To the editor:

In Errol R. Norwitz's review1 of my book, Pushed, he writes that my solution to the problem of overmedicalization of childbirth is “not...a system in which care is provided by certified nurse midwives...Instead, she is proposing the use of community-based lay-midwives, whose only 'training' consists of an unofficial apprenticeship of variable length.” Norwitz calls this solution “alarmingly simplistic,” and I would agree—directing all women to give birth at home with unrecognized midwives is not a solution at all, and it is certainly not one that I propose in Pushed.

As I am a journalist, it is my job to illuminate what I see as a major public health and women's rights issue: women are being physically restricted during labor, subjected to interventions that are not evidence based (such as continuous electronic fetal monitoring), denied vaginal birth after cesarean and vaginal breech or twin deliveries, and prevented from choosing how, where and with whom they give birth.

One could fairly criticize the book for not proposing adequate solutions, but I'm not a policy-maker.
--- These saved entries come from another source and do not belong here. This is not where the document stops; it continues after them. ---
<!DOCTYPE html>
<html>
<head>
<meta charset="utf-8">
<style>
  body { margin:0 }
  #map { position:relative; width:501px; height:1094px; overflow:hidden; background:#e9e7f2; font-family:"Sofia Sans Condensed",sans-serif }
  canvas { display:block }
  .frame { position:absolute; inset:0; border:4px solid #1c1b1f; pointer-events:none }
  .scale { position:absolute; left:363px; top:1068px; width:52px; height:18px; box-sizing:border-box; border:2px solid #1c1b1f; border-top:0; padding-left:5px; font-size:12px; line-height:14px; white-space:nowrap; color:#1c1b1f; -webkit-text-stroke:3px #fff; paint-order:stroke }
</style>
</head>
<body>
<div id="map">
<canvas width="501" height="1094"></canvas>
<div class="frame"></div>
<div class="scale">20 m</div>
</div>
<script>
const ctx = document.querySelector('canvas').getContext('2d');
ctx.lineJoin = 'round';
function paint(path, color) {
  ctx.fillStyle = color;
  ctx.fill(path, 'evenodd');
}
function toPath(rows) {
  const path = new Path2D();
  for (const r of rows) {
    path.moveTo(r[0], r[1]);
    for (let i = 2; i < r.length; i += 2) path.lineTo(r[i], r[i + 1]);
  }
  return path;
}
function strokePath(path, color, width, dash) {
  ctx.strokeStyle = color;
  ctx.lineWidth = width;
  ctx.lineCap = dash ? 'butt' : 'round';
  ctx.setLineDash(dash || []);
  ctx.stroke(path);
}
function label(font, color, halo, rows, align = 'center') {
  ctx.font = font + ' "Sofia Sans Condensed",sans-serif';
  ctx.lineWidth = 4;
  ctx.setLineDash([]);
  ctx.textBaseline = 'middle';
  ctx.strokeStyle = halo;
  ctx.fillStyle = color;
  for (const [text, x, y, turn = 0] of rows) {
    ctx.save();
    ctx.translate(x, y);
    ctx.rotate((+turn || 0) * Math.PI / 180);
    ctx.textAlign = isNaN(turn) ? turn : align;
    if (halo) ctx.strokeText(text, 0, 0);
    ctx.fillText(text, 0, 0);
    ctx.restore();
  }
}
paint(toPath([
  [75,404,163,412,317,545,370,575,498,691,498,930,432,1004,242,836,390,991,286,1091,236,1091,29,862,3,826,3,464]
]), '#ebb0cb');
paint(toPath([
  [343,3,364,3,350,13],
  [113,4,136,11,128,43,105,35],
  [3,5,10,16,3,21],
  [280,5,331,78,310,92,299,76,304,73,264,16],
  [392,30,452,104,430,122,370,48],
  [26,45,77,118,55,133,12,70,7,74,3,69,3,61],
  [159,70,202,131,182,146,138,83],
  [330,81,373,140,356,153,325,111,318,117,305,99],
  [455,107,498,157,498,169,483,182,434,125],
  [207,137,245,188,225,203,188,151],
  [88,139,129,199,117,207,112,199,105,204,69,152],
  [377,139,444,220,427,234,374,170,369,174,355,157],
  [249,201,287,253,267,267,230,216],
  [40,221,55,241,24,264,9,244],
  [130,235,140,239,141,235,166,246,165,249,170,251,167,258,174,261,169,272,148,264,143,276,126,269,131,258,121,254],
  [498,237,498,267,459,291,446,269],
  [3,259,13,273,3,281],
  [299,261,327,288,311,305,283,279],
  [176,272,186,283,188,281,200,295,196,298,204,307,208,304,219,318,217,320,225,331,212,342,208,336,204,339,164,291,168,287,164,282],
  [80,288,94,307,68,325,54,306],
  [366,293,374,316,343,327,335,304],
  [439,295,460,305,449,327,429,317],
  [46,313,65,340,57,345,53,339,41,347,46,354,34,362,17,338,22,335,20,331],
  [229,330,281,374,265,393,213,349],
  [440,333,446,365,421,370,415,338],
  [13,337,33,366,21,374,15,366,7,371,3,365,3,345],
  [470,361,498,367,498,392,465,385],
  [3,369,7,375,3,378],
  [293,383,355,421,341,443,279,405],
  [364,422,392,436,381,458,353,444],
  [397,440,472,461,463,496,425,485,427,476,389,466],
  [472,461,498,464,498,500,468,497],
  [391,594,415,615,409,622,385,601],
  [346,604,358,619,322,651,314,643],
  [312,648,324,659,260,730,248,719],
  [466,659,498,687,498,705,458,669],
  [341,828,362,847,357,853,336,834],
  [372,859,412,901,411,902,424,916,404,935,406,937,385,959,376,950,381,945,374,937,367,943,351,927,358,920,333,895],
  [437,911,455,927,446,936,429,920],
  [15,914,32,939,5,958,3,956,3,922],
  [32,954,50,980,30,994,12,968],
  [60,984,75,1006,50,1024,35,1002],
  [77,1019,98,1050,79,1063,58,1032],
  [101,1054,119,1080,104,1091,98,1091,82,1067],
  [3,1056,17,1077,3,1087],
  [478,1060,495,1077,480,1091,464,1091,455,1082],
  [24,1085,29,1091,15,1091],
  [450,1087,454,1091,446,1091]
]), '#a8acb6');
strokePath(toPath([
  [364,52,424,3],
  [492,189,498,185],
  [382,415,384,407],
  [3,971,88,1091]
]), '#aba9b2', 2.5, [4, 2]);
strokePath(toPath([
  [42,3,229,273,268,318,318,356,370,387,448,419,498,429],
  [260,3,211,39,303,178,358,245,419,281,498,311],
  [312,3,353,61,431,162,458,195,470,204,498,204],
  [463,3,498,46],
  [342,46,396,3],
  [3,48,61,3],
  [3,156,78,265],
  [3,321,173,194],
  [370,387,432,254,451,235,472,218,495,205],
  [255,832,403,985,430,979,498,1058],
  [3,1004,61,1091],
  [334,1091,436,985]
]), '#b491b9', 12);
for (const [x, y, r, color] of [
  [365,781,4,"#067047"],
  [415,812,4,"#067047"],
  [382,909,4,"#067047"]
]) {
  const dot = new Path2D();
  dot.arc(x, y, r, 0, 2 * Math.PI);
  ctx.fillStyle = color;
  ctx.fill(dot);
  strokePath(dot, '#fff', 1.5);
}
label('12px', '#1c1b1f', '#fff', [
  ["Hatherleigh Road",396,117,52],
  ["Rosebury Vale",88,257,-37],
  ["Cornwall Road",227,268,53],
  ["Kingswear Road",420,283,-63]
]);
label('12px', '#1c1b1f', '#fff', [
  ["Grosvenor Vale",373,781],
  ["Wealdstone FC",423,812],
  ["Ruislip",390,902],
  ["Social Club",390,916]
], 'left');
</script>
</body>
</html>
Instead, I set out to tell what I felt was an important story and to document it as thoroughly as possible. Part of that story is that out-of-hospital births and the midwives who attend them have been pushed underground, in spite of several large studies showing that such births are safe2,3,4,5. Norwitz does not address the research on out-of-hospital births (which is cited in the book) and argues that I make “selective use of case histories.”

But the safety of home and out-of-hospital births that are attended by trained midwives for low-risk women is not something that I show with anecdotes; it is something that epidemiologists have shown in peer-reviewed research involving large study cohorts2,3. Norwitz mentions “extensive scientific evidence to the contrary.” But the fact is that there is no strong research evidence that home births, for low-risk women, pose any danger to either mother or baby6. There is one study7 that is sometimes held up as showing that home birth leads to more infant deaths. But this study stands alone, away from the bulk of the research, and has been widely criticized for lumping together unplanned, unassisted home births with planned, midwife-attended home birth.

Though I don't profess to have a simple remedy, I would agree with Norwitz that we shouldn't “throw the baby out with the bathwater.” Women must have access to emergency obstetric care, and women must also have support for physiological births.